How To Cook Ducks in the Blind
Some of the great things about duck hunting are that you don’t have to worry about scent control, you get...
Some of the great things about duck hunting are that you don’t have to worry about scent control, you get to shoot more than once a season (multiple times a day, especially if you miss as often as I do) and with the exception of when birds are circling, you can talk and joke with blind mates.
That whole scent-control point leads to some interesting duck-blind shenanigans. One of which is creative breakfast cooking.
Bacon and eggs, hashbrowns, omelets and the like are often prepared using small, portable stoves. While hunting Meseberg Adventures Duck Taxi on Potholes Reservoir in Central Washington state (near my hometown of Ephrata, Wash.) we experienced a version of this idea.
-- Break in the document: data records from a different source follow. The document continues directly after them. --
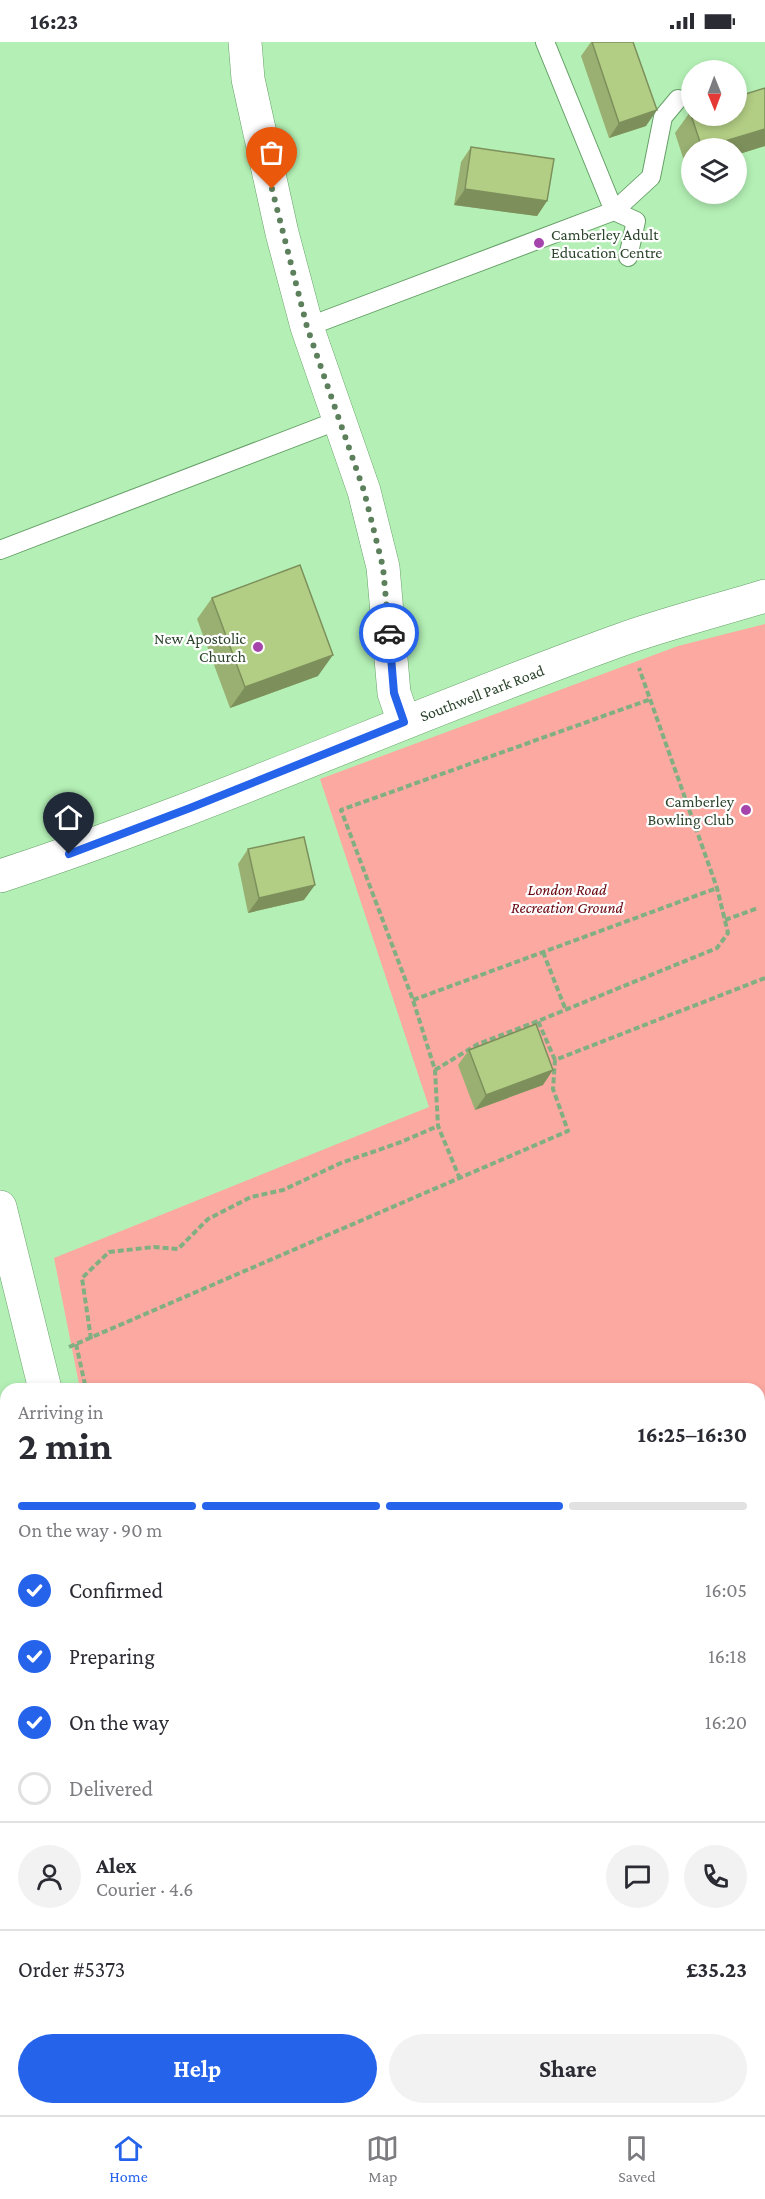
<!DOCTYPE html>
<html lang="en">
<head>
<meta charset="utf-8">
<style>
  :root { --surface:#fff; --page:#f2f2f3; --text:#2b2b33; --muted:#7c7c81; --line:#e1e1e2; --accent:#2563eb }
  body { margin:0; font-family:"Crimson Pro",serif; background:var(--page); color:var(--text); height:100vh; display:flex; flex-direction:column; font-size:22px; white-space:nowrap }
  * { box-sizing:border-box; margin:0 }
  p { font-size:20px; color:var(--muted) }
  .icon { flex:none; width:33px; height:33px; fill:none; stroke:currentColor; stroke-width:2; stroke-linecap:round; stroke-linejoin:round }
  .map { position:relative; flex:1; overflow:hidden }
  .panel { position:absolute; left:0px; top:1341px; width:765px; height:732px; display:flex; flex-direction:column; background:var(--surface); border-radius:18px 18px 0 0; box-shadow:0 3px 9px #0003 }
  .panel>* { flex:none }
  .needle { width:39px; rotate:179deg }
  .controls { position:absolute; left:681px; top:18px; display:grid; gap:12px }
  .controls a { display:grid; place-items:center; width:66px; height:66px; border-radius:50%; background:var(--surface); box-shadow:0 3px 9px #0003; font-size:30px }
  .pin { position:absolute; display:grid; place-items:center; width:51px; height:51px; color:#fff; margin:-62px -26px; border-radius:50% 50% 50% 0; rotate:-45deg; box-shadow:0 0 6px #0007 }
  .pin .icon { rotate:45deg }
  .courier { position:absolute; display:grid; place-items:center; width:60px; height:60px; margin:-30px; border:4px solid #2563eb; border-radius:50%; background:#fff; color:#222; box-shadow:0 2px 8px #0007 }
  .head em { font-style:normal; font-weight:700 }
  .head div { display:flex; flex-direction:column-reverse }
  .head { display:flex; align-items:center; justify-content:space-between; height:102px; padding:0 18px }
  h1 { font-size:39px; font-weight:700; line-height:45px }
  .bar { display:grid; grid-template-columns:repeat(4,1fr); gap:9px 6px; align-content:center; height:72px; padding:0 18px }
  .bar i { height:8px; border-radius:4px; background:var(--line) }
  .bar .current { background:var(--accent) }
  .bar p { grid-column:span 4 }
  .line { display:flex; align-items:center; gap:15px; padding:0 18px; border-top:2px solid var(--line) }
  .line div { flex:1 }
  .round { display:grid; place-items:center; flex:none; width:63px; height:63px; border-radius:32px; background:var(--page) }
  ol { padding:0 18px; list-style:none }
  li { display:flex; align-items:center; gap:18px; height:66px }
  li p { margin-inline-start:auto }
  li .icon { padding:6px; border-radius:50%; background:var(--accent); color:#fff; stroke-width:4 }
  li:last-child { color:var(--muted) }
  li i { width:33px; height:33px; border:3px solid var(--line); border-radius:50% }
  .button { display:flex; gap:12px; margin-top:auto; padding:12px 18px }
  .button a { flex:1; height:69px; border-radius:36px; background:var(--accent); color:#fff; font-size:24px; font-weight:700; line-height:69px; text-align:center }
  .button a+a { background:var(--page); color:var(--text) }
  .status { display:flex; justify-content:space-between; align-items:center; height:42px; padding:0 30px; background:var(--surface); direction:ltr }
  .status svg { height:16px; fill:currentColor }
  .tabs { display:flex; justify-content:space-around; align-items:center; height:84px; border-top:2px solid var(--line); background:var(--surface); font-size:16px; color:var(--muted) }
  .tabs a { display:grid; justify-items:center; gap:3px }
  .tabs .current { color:var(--accent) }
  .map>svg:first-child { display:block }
  .green { fill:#fca9a1 }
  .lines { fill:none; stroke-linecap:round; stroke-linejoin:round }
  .service-casing { stroke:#66a068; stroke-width:20 }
  .minor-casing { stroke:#66a068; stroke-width:34 }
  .path { stroke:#81af82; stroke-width:4; stroke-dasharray:6 3; stroke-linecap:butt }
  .service { stroke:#fff; stroke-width:18 }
  .minor { stroke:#fff; stroke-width:33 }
  .wall { fill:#99b072 }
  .shaded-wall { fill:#7d905c }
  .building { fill:#b2cd84; stroke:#7d905c; stroke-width:1.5 }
  .done { stroke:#5c805c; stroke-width:6; stroke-dasharray:0 10.8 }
  .route { stroke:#2563eb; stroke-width:8 }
  .poi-dot { fill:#a544ab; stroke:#fff; stroke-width:2 }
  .labels { text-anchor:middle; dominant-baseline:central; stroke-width:4.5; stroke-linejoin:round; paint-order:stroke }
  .poi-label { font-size:16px; fill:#2c442c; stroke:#fff; text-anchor:end }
  .street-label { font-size:16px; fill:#2c442c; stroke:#fff }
  .park-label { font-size:16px; font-style:italic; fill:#68030d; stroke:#fff }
</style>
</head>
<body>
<div class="status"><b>16:23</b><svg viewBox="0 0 49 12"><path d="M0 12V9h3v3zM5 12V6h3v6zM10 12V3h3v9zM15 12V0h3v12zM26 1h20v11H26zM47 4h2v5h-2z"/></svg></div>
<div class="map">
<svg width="765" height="2073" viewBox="0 0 765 2073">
  <rect width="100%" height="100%" fill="#b4f0b5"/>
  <path class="green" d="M 765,582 L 765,1605 L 759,1605 L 759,1347 L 80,1347 L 54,1216 L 429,1065 L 320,737 L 678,604 Z"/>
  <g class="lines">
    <defs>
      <g id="service">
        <path d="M 628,215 L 636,179 L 614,169 L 651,135 L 663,75 L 678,57"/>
        <path d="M 307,285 L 614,169 L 545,0"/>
        <path d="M 0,508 L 339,378"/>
        <path d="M 274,2067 L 276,2073"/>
      </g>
      <g id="minor">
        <path d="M 245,0 L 248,37 L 282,191 L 307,285 L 364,449 L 383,525 L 394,651 L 404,680"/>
        <path d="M 0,834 C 212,765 416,671 626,596 C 672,580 719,568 765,554"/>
        <path d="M 0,1165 L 45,1347"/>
        <path d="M 212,2067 L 213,2073"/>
      </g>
    </defs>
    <use href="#service" class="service-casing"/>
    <use href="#minor" class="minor-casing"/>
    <g class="path">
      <path d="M 725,878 L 758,866"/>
      <path d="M 543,910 L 565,966"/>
      <path d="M 413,958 L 717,846"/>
      <path d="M 555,1018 L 538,979 L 717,906 L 728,891 L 717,846 L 639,626"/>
      <path d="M 435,1028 L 478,1002 L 538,979"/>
      <path d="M 460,1137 L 438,1084 L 435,1028 L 413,958 L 341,768 L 651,657"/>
      <path d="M 91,1297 L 82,1236 L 109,1210 L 154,1205 L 178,1207 L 208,1177 L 251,1155 L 283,1148 L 341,1121 L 401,1100 L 438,1084"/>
      <path d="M 76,1302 L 86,1347"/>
      <path d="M 69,1305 L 568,1089 L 553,1047 L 555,1018 L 765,936"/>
      <path d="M 759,1590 L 765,1590"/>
      <path d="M 324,2067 L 325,2073"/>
      <path d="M 688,2067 L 688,2073"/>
    </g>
    <use href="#service" class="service"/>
    <use href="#minor" class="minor"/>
  </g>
  <g class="wall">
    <path d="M 591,0 L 633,0 L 646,84 L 609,96 L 581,14 Z"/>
    <path d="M 690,70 L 765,104 L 736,113 L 736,106 L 692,106 L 692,127 L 687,128 L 675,91 Z"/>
    <path d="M 471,105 L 547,159 L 537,174 L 454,163 L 461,120 Z"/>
    <path d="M 212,556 L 318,634 L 230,666 L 197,577 Z"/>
    <path d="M 248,807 L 304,858 L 248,871 L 238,822 Z"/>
    <path d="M 469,1008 L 543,1043 L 475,1068 L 458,1023 Z"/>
    <path d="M 765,1977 L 765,2073 L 751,2073 L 749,2067 L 759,2067 L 759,1979 Z"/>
    <path d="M 328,2067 L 662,2067 L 664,2073 L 329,2073 Z"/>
  </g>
  <g class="shaded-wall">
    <path d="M 657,68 L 646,84 L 609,96 L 619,81 Z"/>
    <path d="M 765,87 L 765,104 L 736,113 L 736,106 L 703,106 Z"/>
    <path d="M 692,122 L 692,127 L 687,128 Z"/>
    <path d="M 465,147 L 547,159 L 537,174 L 454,163 Z"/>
    <path d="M 333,613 L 318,634 L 230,666 L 245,645 Z"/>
    <path d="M 315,843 L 304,858 L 248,871 L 259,856 Z"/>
    <path d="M 553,1028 L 543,1043 L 475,1068 L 486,1053 Z"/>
  </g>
  <g class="building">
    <path d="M 592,0 L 633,0 L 657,68 L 619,81 Z"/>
    <path d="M 765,46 L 765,87 L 702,106 L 690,70 L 692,70 L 692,74 L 736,74 L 736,55 Z"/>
    <path d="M 471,105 L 554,117 L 547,159 L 465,147 Z"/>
    <path d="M 300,523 L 333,613 L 245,645 L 212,556 Z"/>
    <path d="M 304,795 L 315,843 L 259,856 L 248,807 Z"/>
    <path d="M 536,982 L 553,1028 L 486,1053 L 469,1008 Z"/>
    <path d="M 765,1977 L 765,2019 L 759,2004 L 759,1979 Z"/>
    <path d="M 342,2067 L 662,2067 L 664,2073 L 344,2073 Z"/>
  </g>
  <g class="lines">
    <path class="done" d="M 272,147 L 307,285 L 364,449 L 383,525 L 389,591"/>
    <path class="route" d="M 69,812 L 190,766 L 404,680 L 394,651 L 389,591"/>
  </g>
  <g class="poi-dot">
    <circle cx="539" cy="201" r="6"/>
    <circle cx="258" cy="605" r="6"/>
    <circle cx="746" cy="768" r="6"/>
  </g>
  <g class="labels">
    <g class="poi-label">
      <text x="551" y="192" text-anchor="start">Camberley Adult<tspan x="551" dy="18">Education Centre</tspan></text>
      <text x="246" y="596">New Apostolic<tspan x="246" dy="18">Church</tspan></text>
      <text x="734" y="759">Camberley<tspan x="734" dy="18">Bowling Club</tspan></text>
    </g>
    <g class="street-label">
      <text transform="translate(482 651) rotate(-21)">Southwell Park Road</text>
    </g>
    <g class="park-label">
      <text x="567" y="847">London Road<tspan x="567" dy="18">Recreation Ground</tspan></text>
    </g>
  </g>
</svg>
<div class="controls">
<a><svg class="needle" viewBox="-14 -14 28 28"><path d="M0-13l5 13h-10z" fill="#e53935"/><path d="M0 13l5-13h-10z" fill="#7c7c81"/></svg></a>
<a><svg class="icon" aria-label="layers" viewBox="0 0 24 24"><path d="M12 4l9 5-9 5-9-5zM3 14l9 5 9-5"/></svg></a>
</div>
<div class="pin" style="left:272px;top:147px;background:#ea580c"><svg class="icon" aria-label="bag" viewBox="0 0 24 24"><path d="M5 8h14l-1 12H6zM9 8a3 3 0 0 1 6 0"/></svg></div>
<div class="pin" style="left:69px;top:812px;background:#1f2937"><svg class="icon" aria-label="home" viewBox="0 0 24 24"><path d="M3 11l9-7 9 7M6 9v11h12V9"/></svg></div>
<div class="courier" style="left:389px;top:591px"><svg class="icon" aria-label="car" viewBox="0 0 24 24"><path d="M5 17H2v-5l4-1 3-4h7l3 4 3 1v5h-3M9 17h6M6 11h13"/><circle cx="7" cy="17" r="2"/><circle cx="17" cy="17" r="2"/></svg></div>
<section class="panel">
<div class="head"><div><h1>2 min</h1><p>Arriving in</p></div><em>16:25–16:30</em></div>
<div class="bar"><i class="current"></i><i class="current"></i><i class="current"></i><i></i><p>On the way · 90 m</p></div>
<ol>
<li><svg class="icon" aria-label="check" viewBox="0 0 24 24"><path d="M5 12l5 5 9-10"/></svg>Confirmed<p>16:05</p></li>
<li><svg class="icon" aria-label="check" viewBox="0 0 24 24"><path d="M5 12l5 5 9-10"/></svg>Preparing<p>16:18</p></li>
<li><svg class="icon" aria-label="check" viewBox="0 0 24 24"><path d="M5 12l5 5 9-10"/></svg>On the way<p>16:20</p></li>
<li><i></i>Delivered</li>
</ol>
<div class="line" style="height:108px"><a class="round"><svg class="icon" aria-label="person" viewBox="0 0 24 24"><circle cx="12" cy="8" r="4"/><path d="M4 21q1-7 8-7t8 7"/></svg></a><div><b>Alex</b><p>Courier · 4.6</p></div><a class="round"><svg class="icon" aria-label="chat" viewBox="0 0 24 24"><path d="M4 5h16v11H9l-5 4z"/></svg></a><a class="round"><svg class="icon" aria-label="phone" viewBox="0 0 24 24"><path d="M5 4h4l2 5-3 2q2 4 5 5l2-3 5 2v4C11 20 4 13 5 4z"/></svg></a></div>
<div class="line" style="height:78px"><div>Order #5373</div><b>£35.23</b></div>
<div class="button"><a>Help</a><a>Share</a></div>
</section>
</div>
<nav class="tabs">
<a class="current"><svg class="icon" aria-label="home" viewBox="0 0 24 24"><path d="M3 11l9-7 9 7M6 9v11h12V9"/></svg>Home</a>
<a><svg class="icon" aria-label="map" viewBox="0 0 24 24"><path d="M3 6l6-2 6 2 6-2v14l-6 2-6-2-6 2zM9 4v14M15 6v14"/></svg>Map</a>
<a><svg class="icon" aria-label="saved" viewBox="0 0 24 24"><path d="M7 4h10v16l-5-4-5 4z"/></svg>Saved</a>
</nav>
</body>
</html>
But instead of breakfast we had more of a brunch – duck kabobs – and our fresh-killed ducks, prepared over charcoal were the staple of the meal.
According to owner Mike Meseberg and the Duck Taxi website, here’s how the famous duck kabobs evolved:
“Dave and Mike Meseberg were hunting ducks one cold December morning in 1974. It all started when we realized we had forgotten our lunch. We ended up breasting a duck, cutting into small pieces and threaded on a green willow stick and placed it over the fire bucket. Hence, the birth of the “Duck Kabob.” The duck kabob has evolved. Now we use marinated duck meat, pineapple, peppers, apples, bacon, pieces of cheddar wurst, and if you are lucky you might get some shrimp. Many other guides in the area have tried to duplicate the recipe with no avail.”
I don’t know if it was the fact that a hot meal in 18-degree weather made the kabobs taste incredible or if it was because we used about as fresh-killed meat as possible without putting a flapping bird over hot coals, but incredible they were.
Anyone else have a favorite duck-blind recipe?